Abstract

THE 400th anniversary of Shakespeare’s death was marked by an unusually high volume of publications and other festive events. The academic community, more attuned than ever to the importance of ‘impact’ was no exception, but Emma Smith’s Shakespeare’s First Folio, and John Kerrigan’s Shakespeare’s Binding Language, though timely, and different in their objectives, are the fruits of an accumulation of scholarly research and deliberation. Both combine a commitment to an ‘historical’ Shakespeare with a confident awareness of current intellectual debates. Smith sets out to produce what she calls ‘a cultural biography’ that involves a linking of ‘the interest in the material lives of books as objects’ with ‘more interpretative histories of literary reception’ (20).
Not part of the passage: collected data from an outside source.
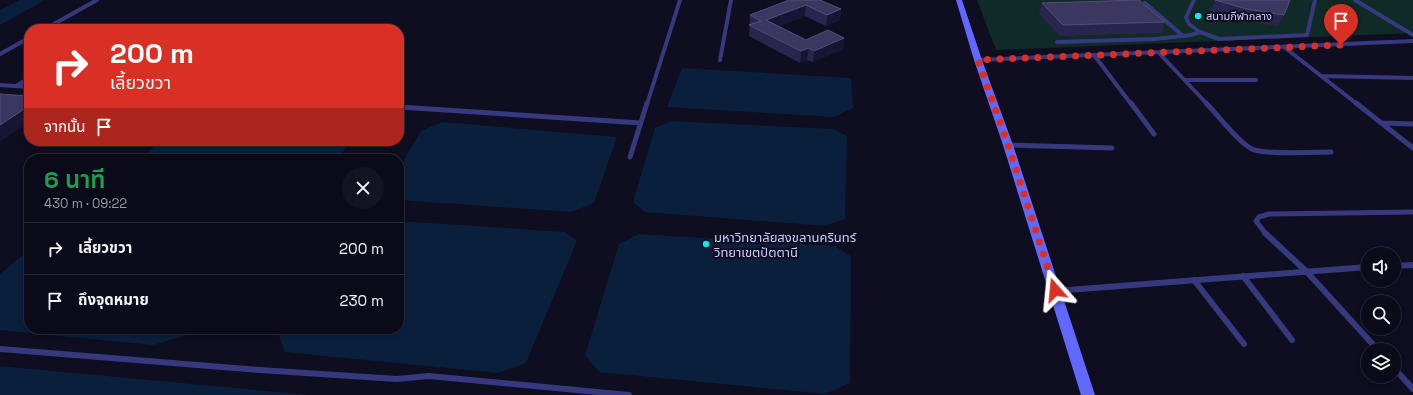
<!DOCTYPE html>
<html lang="th">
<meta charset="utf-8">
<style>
:root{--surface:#0b0a18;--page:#141321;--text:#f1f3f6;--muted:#9a9aa2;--line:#2b2b37}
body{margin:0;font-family:"Space Grotesk","Noto Sans Thai",sans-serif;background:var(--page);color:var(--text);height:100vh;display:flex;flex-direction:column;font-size:15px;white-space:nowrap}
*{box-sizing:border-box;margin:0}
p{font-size:13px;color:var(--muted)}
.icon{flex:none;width:22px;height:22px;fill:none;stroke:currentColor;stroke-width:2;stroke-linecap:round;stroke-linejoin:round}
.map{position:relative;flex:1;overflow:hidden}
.panel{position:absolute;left:24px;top:154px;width:380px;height:180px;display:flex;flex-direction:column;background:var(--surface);border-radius:16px;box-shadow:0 2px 6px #0003,0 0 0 1px var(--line)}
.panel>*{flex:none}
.top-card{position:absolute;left:24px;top:24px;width:380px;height:122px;border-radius:16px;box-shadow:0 2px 6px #0003,0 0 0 1px var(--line);background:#d93025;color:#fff;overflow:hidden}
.tools{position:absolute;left:1361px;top:247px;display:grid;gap:8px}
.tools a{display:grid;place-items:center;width:40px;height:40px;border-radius:50%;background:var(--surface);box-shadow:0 2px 6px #0003,0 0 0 1px var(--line);font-size:20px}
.pin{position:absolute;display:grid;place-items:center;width:34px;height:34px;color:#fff;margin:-41px -17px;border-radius:50% 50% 50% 0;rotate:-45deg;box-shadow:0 0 4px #0007}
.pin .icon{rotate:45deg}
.me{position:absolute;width:44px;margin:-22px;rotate:342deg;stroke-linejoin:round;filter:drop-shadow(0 0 3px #0008)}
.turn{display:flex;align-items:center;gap:14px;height:84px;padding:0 20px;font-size:18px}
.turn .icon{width:52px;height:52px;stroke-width:2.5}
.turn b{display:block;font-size:28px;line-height:34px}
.then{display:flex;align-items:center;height:38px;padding:0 20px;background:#0003;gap:8px;font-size:15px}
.round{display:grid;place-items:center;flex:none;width:42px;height:42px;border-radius:21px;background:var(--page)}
.overview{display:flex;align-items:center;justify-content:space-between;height:68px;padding:0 20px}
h1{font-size:24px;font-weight:600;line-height:30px;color:#1e9e55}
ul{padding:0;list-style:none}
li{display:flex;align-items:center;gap:12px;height:52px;padding:0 20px;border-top:1px solid var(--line)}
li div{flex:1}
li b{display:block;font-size:15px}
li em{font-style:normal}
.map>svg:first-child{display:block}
</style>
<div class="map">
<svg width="1413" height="395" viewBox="0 0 1413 395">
<rect width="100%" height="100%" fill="#0f0d20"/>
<path fill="#102a27" d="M977 0H1413V33L996 50Z"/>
<path fill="#091f3c" d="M19 0H45L0 25V10Z
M682 68 851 78 853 108 834 117 667 107Z
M672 121 833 129 847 136 845 219 825 226 645 212 633 202 655 128Z
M442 122 617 137 594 203 571 212 399 200V168L421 131Z
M161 141H352L337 159H140Z
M399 221 565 232 577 241 526 363 498 373 285 352 279 336 284 329H399Z
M639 234 834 246 851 256 850 383 825 394 599 372 585 355 619 244Z
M29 250V329H190L184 336 153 345 0 330V274Z
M0 366 310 395H0Z"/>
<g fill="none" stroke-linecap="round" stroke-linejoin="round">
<path stroke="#37397f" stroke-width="4" d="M1194 0 1186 17 1189 24 1200 32 1219 39 1307 35 1315 0
M1355 0 1413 35
M1145 3 1183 36
M45 29 97 0
M1057 42 1155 39 1191 35 1200 32
M1284 47 1357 104
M1159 53 1207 104
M0 54 29 38
M1094 55 1131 104
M720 60 731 0
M1321 76 1413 78
M1185 80H1256
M0 85 29 87
M16 86 29 78
M647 104 680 0"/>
<path stroke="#37397f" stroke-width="5" d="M1131 103 1154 134
M1206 103C1218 115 1238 142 1252 149 1264 155 1315 152 1331 152
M1356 103 1413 148
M399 107 641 123
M1382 123 1413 124
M1008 145 1112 148
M630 157 647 103
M1266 234 1256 221 1259 217 1269 214 1413 212"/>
<path stroke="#37397f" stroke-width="6" d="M1265 233 1306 271 1378 350
M1394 266 1413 265
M1243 276 1292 340
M1194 280 1244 344
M1055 291 1368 267
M0 349 260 370 397 379 429 376 629 395
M1394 368 1413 389"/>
<path fill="#37397f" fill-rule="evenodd" d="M1413 39V43L978 62 974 60 978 58Z"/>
<path fill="#6267ff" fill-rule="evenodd" d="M956 0H962L982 60 1013 145 1095 395H1081L1003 145 974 60Z"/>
</g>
<path fill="#2a254e" d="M789 0 841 9 840 20 826 26 805 16 779 26 806 40 844 38 843 49 813 62 807 60 800 63 749 36 750 15Z
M1215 0 1284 15 1278 26 1242 20 1210 11Z
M1042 3 1165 22 1161 33 1060 36 1039 14Z"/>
<path fill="#181434" d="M806 5 805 16 766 31V20Z
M841 9 840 20 826 26 827 15Z
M844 38 843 49 813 62 814 51Z
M809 48 807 60 800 63 801 51Z
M29 106V122L0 142V125Z"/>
<path fill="#3c3761" stroke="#534e7a" d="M789 0H820L841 9 827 15 806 5 766 20 806 40 828 30 844 38 814 51 809 48 801 51 749 25 761 21 750 15Z
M1139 0 1165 22 1063 25 1042 3Z
M1215 0H1290L1284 15 1247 9Z
M0 94 29 96V106L0 125Z"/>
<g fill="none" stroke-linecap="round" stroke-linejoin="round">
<path stroke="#d93025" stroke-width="7" stroke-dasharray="0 12.6" d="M1055 290 1008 145 978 60 1341 45"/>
</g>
<g fill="#00ecf6" stroke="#0f0d20" stroke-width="1.5">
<circle cx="1198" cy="16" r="4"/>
<circle cx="706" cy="244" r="4"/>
</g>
<g text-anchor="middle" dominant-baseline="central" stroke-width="4" stroke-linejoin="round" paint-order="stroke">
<g font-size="11" fill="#cecbff" stroke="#0f0d20" text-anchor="start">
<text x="1206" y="16">สนามกีฬากลาง</text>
</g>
<g font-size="13" fill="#cecbff" stroke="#0f0d20" text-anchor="start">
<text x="714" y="237">มหาวิทยาลัยสงขลานครินทร์<tspan x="714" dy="15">วิทยาเขตปัตตานี</tspan></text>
</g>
</g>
</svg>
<div class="tools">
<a><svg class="icon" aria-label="sound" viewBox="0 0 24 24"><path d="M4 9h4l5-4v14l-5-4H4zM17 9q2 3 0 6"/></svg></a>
<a><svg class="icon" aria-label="search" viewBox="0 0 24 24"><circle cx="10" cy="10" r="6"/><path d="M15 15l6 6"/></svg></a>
<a><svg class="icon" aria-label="layers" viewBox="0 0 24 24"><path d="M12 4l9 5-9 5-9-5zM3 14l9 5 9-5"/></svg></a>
</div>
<div class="pin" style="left:1341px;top:45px;background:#d93025"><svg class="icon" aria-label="arrive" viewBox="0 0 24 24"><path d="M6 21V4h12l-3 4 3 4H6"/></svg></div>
<svg class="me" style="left:1055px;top:290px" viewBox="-20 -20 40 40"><path d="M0-17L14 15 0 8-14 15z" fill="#d93025" stroke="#fff" stroke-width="4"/></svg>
<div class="top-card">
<div class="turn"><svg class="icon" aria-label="right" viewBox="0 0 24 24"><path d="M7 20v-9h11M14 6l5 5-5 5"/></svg><div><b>200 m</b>เลี้ยวขวา</div></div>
<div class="then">จากนั้น<svg class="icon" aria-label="arrive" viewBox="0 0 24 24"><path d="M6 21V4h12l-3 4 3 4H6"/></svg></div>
</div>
<section class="panel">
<div class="overview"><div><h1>6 นาที</h1><p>430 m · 09:22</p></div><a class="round"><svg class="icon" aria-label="close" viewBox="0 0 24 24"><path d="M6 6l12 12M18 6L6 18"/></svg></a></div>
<ul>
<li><svg class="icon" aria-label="right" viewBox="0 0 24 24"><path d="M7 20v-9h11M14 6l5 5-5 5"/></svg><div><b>เลี้ยวขวา</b></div><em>200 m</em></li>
<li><svg class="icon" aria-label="arrive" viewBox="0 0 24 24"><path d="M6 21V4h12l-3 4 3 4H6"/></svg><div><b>ถึงจุดหมาย</b></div><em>230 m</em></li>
</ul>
</section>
</div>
The book as object is, as Smith rightly observes, a commodity, and she invokes the Maussian theory of the gift to explain marks in particular copies as evidence of that process. The result is a history of the political process of fetishization of an iconic object whose passage through time she proceeds to ‘anatomise’. Her aim ‘is always to contextualise the material Shakespeare’ (23) and this necessarily involves teasing out its passage through its four-century cultural history of quirky readers of particular copies. In addition to her five important themes of ‘owning, reading, decoding, performing and perfecting’ (21) that form the substance of Chapters 2–5, Smith also begins with the puzzle over ‘the many ways in which an object that is not particularly rare came to be so uniquely important to individuals, institutions, and nations’ (23). Her lively introductory chapter, ‘Sir Edward Dering Goes Shopping’, offers the first of a series of exemplary owner/readers whose documented bibliophilic interests and commitment to theatre performance make him an ideal starting point. His purchase of a First Folio ‘makes a statement about his intellectual, cultural, and political priorities, the networks he aspired to join, the person he wanted to become’, demonstrating from its earliest existence ‘a text in animated conversation with a range of adjacent ideological concerns’ (7).